Highgate and Muswell Hill cafe-goers are invited to sign up for a 40 minute blind meeting with a stranger beneath a touring artwork of trees.

Queens Wood Cafe users are invited to sign up for a 40 minute blind meeting with a stranger beneath a touring artwork of trees.

They Come As Trees is a single framed triptych of black and white images by polaroid photographer Nirupam Biswas which is travelling from the cafe on the border of Highgate and Muswell Hill, to Notting Hill's Tin Shed cafe, to Woolidando in Bethnal Green.

The concept of a "touring exhibition and conversation" was born while on a brooding walk past a series of trees near Brunswick Square in Bloomsbury.

Biswas felt an affinity to nature and decided to connect people through a single piece of art.

"With age, you start getting to look at a significant part of your past, along with the present, and possibly an intuition of the future. It makes you think and gives perspectives, more so when you are one of the curious kind," he says.

Biswas imagined each tree symbolising a person; how it grows into a unique character through the seasons, putting textures on its skin... just like a person's soul and character.

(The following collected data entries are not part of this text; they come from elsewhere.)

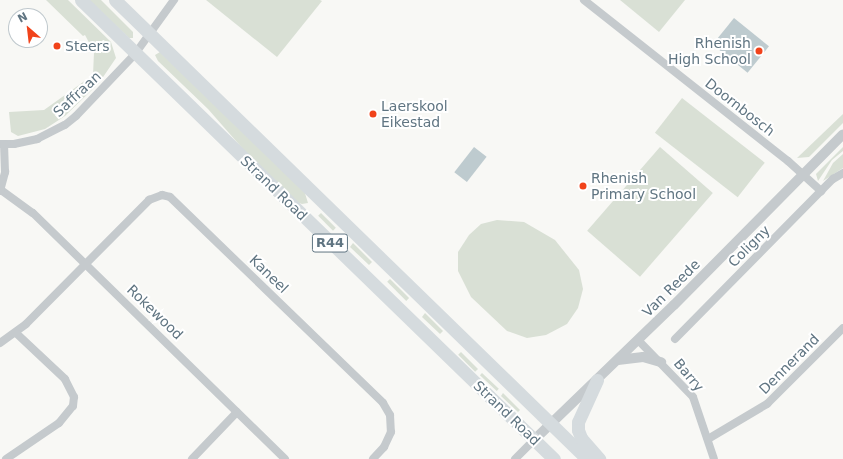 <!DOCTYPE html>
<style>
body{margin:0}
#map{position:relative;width:843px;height:459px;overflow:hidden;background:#f8f8f5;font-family:"DejaVu Sans",sans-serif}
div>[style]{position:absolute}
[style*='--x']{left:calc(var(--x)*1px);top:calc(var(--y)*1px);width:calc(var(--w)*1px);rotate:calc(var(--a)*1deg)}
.green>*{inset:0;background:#d9e0d5;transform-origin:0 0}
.water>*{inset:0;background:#becbcf;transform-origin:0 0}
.minor>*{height:8px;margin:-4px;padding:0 4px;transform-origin:4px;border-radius:4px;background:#c5cacd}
.tertiary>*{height:10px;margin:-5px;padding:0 5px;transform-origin:5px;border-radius:5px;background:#c5cacd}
.primary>*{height:13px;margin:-6.5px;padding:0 6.5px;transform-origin:6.5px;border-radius:6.5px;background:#d5dbde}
.dots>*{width:11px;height:11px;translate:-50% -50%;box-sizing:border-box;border:2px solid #fff;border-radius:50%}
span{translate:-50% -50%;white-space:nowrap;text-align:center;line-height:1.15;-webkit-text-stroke:4px #fff;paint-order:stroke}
.shield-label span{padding:1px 3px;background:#fff;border:1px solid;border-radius:3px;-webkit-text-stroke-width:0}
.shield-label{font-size:13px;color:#607582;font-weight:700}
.poi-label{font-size:14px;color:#607582}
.right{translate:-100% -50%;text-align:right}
.left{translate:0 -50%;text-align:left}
.street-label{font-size:14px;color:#607582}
.north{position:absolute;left:8px;top:8px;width:40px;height:40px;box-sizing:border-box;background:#fff;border:1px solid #bfc8cd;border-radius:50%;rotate:332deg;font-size:11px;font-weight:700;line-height:16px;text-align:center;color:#607582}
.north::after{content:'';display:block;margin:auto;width:14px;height:18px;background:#f1431b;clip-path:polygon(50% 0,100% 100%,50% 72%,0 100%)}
</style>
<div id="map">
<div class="green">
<i style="clip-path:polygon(46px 0,68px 0,111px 42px,116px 58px,99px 83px,65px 116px,45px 129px,18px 136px,11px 132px,9px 112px,44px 110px,93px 75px,94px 52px,85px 35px,83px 36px)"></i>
<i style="clip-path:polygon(89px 0,101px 0,133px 32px,133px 38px,129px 38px)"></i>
<i style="clip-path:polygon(206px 0,320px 0,322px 1px,277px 57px)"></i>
<i style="clip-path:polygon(620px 0,685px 0,659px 32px)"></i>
<i style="clip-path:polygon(160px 52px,304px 190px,308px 203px,302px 204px,294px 201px,243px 149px,208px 109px,158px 61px,155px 55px)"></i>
<i style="left:682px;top:98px;width:105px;height:44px;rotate:38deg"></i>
<i style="clip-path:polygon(843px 114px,843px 123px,809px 157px,797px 158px)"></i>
<i style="left:660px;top:147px;width:70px;height:111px;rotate:41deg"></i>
<i style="clip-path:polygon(843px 147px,843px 151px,832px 160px,818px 181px,816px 174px)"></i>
<i style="clip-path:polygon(843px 154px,843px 168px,823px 181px,833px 163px)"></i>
<i style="left:321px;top:213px;width:21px;height:4px;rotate:45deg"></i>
<i style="clip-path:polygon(497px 220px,524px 222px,555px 240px,579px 270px,583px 289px,578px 308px,567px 324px,546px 335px,527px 338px,507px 331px,471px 297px,458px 271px,458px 252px,469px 235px,481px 224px)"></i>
<i style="clip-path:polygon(353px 243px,372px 262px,369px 265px,350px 247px)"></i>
<i style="left:390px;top:279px;width:27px;height:4px;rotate:45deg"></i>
<i style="clip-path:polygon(425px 313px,443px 331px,440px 334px,422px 317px)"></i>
<i style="left:461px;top:352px;width:24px;height:4px;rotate:45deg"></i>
<i style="left:482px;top:373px;width:23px;height:3px;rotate:43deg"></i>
<i style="clip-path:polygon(503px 393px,520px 410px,518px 412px,501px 396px)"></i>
</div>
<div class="water">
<i style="left:734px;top:18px;width:45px;height:34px;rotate:39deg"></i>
<i style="left:474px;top:147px;width:16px;height:32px;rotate:38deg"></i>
</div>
<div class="minor">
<i style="--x:584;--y:0;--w:260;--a:38.3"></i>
<i style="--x:788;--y:161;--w:45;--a:42.3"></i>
<i style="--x:0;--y:144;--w:14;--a:0"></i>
<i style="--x:14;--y:144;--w:24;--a:-12"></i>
<i style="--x:37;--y:139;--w:31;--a:-27"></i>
<i style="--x:65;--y:125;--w:14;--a:-39"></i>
<i style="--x:76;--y:116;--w:86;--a:-46.4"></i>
<i style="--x:135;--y:54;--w:67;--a:-54.2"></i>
<i style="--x:1;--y:190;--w:39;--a:36"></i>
<i style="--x:33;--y:213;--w:352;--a:44.3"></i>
<i style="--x:0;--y:191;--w:20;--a:-75"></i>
<i style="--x:5;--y:172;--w:28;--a:-92"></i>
<i style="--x:675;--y:339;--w:225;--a:-45.4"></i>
<i style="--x:833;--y:179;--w:12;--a:-31"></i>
<i style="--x:638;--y:340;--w:79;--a:46"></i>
<i style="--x:693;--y:397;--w:65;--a:71.3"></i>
<i style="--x:0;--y:343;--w:32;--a:-36"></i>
<i style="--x:26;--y:324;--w:175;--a:-45.2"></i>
<i style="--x:149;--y:200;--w:14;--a:-21"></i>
<i style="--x:162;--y:195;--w:8;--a:14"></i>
<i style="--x:170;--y:197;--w:296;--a:44"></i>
<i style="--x:383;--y:403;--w:14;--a:60"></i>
<i style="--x:390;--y:415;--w:17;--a:87"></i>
<i style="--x:391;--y:432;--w:17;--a:115"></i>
<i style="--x:384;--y:447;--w:16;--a:133"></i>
<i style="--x:708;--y:439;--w:69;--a:-30.7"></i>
<i style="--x:767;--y:404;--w:107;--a:-45"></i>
<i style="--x:6;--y:459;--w:64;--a:-34.2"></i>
<i style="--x:59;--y:423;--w:22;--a:-51"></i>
<i style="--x:73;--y:406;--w:9;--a:-84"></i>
<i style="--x:74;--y:397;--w:20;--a:-117"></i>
<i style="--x:65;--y:379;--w:67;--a:-136.8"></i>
<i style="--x:192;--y:459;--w:65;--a:-46.2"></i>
<i style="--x:515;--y:459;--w:27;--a:-45"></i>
</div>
<div class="tertiary">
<i style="--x:618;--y:360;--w:25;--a:-7"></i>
<i style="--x:643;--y:357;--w:19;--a:16"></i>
<i style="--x:534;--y:440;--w:194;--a:-44"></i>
<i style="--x:674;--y:305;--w:240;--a:-45.3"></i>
</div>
<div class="primary">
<i style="--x:81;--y:0;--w:659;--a:44.14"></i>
<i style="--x:115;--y:0;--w:658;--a:44.2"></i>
<i style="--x:597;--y:380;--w:46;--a:114.3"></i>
<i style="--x:578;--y:422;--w:8;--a:90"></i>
<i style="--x:578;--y:430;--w:9;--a:69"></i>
<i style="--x:581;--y:438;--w:28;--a:49"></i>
</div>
<div class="dots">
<i style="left:57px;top:46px;background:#f1431b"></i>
<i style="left:759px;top:51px;background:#f1431b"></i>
<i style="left:373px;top:114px;background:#f1431b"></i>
<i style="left:583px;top:186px;background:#f1431b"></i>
</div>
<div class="shield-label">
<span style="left:330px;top:243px">R44</span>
</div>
<div class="poi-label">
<span class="right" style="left:751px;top:51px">Rhenish<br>High School</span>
<span class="left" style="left:65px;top:46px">Steers</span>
<span class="left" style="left:381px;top:114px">Laerskool<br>Eikestad</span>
<span class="left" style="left:591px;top:186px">Rhenish<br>Primary School</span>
</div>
<div class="street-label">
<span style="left:77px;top:94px;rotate:-43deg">Saffraan</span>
<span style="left:740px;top:107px;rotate:38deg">Doornbosch</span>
<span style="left:274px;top:188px;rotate:44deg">Strand Road</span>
<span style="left:749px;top:246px;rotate:-45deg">Coligny</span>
<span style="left:269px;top:274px;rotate:44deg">Kaneel</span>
<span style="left:671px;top:288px;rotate:-45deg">Van Reede</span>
<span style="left:155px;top:312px;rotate:44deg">Rokewood</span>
<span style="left:789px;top:364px;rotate:-45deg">Dennerand</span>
<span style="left:689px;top:375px;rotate:50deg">Barry</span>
<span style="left:507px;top:413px;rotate:44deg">Strand Road</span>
</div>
<div class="north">N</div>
</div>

He felt the proximity of the trees symbolised relationships and connections.

"How despite our differences we cohabit."

The triptych of close-ups of trees will be hung over a table for two in each venue.

Cafe-goers can book in through a webpage to meet a like-minded stranger.

Biswas hopes to instigate intimate conversations by bringing people together "to talk, to feel and to remember over coffee and art".

They Come as Trees is in Queens Wood Cafe from February 3-7.